Some of the illustrative grounds on which a matter may be remanded for de novo adjudication

may be as follows:-

(i) Non-speaking order

(ii) Non-acceptance of evidence

(iii) Non-consideration of the submissions

(iv) Non-application of mind by the adjudication authority

(v) Submission of additional evidences to higher appellate forum which were not considered by lower authorities

(vi) Non-furnishing of the relied upon document in the SCN

(vii) Denial of natural justice such as appropriate notice/reasonable opportunity/sufficient time not given to assessee

(viii) Non-consideration of evidence by the adjudicating authority

De novo adjudication is ordered with the objective of preventing miscarriage of justice, ensuring that people get fair and reasonable trials. When the matter is remanded back by the Tribunal to the lower authorities, the order of the Commissioner or any other adjudicating authority or Commissioner (Appeals) no longer sustains. The matter is required to be adjudicated afresh and both parties can make additional submissions. Moreover, even if the Court or Tribunal does not give any direction to the re-adjudicating authority regarding any aspect of the case, the re-adjudicating authority is still bound to go into each and every aspect before deciding upon the case.

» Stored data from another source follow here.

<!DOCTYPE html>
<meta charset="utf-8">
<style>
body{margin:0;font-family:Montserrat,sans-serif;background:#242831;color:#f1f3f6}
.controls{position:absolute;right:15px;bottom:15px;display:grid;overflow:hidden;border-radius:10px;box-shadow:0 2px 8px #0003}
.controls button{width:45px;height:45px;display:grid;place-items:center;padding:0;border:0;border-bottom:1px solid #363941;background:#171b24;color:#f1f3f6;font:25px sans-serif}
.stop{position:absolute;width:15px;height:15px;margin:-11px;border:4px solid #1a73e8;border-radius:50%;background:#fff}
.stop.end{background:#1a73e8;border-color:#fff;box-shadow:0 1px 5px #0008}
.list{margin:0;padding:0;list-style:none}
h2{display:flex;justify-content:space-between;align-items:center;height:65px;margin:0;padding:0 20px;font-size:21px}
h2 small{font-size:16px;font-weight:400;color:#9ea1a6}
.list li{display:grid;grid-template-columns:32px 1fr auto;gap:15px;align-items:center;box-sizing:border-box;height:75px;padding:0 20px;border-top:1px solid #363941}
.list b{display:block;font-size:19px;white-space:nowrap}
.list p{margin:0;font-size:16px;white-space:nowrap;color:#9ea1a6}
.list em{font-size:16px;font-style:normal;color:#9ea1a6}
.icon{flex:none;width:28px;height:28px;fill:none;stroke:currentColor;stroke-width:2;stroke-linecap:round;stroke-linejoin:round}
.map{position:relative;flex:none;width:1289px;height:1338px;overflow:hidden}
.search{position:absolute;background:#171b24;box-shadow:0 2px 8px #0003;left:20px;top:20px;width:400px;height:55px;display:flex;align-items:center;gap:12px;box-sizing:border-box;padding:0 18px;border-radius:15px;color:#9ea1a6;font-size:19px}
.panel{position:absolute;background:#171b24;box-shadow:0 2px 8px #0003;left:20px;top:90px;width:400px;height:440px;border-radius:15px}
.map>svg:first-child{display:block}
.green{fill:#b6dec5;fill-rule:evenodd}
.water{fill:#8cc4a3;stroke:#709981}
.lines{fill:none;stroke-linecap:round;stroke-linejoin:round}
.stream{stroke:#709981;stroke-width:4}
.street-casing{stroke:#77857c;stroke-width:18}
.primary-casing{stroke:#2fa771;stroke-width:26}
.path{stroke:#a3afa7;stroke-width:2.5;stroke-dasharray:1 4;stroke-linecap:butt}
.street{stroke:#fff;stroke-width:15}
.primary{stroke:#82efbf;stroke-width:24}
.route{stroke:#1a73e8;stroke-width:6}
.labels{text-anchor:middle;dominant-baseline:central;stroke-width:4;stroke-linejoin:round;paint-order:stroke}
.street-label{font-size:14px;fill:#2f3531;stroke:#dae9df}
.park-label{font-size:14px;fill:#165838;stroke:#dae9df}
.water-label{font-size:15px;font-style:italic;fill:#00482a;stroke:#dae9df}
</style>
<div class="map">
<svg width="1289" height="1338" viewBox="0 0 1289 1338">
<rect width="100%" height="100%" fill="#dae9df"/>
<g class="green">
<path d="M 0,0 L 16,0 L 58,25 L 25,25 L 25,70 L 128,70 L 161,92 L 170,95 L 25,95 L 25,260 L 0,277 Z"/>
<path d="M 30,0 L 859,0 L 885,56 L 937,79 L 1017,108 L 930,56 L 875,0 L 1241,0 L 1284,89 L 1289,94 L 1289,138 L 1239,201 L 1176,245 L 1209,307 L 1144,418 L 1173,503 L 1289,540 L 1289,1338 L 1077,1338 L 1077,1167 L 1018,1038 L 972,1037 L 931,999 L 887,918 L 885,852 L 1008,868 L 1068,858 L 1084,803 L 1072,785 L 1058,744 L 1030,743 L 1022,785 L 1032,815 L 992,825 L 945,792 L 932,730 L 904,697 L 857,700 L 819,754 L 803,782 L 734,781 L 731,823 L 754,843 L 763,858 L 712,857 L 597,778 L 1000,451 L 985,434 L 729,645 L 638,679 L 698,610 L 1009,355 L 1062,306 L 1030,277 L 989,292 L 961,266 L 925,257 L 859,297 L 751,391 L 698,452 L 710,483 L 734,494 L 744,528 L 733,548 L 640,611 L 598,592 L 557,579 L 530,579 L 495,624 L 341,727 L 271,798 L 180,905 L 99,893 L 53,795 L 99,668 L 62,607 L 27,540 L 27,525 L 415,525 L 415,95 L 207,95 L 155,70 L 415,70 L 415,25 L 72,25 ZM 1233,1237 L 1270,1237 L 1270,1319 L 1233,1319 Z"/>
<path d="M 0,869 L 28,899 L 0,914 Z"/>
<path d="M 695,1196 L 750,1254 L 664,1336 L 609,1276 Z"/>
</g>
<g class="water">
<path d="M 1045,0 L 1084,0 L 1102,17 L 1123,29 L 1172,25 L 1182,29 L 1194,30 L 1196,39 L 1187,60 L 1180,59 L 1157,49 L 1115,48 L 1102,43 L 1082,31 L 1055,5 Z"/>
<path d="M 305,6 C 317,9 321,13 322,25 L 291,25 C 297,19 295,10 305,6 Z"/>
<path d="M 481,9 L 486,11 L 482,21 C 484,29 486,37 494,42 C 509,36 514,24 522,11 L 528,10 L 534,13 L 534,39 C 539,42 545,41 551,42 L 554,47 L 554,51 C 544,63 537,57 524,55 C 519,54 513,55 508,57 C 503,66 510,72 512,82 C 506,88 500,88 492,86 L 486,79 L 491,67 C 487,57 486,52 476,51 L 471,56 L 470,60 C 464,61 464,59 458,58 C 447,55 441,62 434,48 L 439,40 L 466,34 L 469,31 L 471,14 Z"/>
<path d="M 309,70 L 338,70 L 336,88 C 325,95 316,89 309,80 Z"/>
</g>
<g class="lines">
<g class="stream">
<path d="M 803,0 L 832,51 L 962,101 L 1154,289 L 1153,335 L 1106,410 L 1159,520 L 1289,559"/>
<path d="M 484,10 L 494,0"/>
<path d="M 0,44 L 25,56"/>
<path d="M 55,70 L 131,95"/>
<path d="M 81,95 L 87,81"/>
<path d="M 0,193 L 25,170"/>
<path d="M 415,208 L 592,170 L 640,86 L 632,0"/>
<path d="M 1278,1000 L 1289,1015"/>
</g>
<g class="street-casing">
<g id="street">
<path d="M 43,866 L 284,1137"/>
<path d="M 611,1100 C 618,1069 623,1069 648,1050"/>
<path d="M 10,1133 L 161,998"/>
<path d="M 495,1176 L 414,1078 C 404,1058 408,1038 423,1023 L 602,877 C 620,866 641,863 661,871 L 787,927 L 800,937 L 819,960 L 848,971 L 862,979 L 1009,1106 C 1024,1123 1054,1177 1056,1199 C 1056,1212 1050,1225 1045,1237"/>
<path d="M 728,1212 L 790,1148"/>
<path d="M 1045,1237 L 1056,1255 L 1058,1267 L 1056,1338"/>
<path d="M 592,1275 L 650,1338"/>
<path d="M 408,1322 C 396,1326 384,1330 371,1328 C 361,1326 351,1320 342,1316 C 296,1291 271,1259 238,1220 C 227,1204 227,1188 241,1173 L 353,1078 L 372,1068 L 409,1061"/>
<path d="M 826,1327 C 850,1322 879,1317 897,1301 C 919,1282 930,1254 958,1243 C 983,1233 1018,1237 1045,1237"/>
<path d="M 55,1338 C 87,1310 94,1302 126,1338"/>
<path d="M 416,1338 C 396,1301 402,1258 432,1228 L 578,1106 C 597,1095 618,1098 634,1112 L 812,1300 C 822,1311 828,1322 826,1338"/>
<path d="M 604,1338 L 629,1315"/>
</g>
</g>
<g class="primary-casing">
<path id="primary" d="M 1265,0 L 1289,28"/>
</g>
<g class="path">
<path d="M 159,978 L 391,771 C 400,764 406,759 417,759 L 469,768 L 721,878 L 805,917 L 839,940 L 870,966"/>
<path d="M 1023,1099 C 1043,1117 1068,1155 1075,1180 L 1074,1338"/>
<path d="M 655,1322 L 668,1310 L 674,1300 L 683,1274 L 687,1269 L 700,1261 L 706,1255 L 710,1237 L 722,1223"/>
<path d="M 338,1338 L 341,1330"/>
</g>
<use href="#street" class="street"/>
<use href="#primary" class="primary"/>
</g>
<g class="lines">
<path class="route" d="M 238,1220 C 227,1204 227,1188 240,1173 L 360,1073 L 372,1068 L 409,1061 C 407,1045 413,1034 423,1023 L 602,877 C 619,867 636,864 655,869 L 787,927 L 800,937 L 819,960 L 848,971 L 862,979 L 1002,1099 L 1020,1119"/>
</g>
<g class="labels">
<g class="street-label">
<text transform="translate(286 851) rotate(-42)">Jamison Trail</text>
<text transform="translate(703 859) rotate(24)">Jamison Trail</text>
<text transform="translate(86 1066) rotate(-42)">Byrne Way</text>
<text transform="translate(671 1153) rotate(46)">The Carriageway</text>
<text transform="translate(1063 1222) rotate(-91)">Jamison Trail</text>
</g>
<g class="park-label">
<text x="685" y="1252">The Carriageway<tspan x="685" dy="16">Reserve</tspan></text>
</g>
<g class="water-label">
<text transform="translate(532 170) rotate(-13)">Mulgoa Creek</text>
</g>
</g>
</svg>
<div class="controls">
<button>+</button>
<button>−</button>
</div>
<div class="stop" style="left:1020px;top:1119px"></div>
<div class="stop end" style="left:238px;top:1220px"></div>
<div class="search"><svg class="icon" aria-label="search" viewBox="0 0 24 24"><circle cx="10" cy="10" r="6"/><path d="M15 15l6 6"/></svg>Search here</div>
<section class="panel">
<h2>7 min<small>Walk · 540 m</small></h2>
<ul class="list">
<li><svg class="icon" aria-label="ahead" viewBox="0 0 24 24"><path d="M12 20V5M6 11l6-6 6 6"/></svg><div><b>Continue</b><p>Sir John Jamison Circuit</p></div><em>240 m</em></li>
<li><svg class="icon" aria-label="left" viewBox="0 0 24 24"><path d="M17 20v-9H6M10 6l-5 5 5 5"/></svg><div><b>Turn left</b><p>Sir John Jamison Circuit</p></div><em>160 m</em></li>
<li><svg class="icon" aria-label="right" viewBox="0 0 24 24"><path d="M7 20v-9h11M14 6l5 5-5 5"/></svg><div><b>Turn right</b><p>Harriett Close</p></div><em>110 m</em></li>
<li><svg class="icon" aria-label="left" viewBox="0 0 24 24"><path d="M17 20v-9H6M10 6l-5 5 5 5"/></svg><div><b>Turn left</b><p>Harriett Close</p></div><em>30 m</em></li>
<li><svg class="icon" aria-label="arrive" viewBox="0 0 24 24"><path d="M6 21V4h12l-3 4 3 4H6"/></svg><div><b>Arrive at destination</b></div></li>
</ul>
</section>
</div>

In Microland Ltd. v. CC (Prev.), Mumbai 2014 (9) TMI 236 - CESTAT MUMBAI, the order was passed after 2 years of conclusion of personal hearing and written submission. As per C.B.E.C.

guidelines vide Circular No. 732/48/2003-CX dated 5-8-2003, the guideline to communicate decision within a reasonable time of 5 days or in a particular case, order should be issued within 15 days or at most one month from date of conclusion of personal hearing was not adhered. Further, there were certain issues, which had not been considered in the impugned order by the adjudicating authority. Therefore, it was held that it would be in the interest of natural justice to remand the matter back to the adjudicating authority for de novo adjudication.

In Simplex Engineering & Foundary Works P. Ltd. v. CCE, Raipur 2014 (8) TMI 433 - CESTAT NEW DELHI, it was held that second remand is not permissible when Revenue failed to enquire about particulars of transaction during de novo adjudication. Department was not conscious to enquire genuineness of the transaction nor questioned use of the goods in manufacture. There was dereliction of duty by Revenue under law, for which the assessee should not suffer for which appeal was allowed.

 

By: Dr. Sanjiv Agarwal - August 7, 2015

 

Discussions to this article

 

Sir,

In the decision of the Hon’ble Apex Court in the case of M/s. MIL India Ltd. Vs. Commissioner of Central Excise, Noida2007 (3) TMI 8 - SUPREME COURT OF INDIA at para 4 of the order, it has been observed by the Apex Court that the power of remand by Commissioner (Appeals) has been taken away by amending Section 35 (A) wef 11.05.2001 under the Finance Bill, 2001.

The Board has also referred to the decision of the Hon’ble Apex Court in the above case in its instructions dated 18.02.2010, issued from F. No. 275/34/2006-CX. 8A, stating that the Commissioner (Appeals) has no power to remand the case.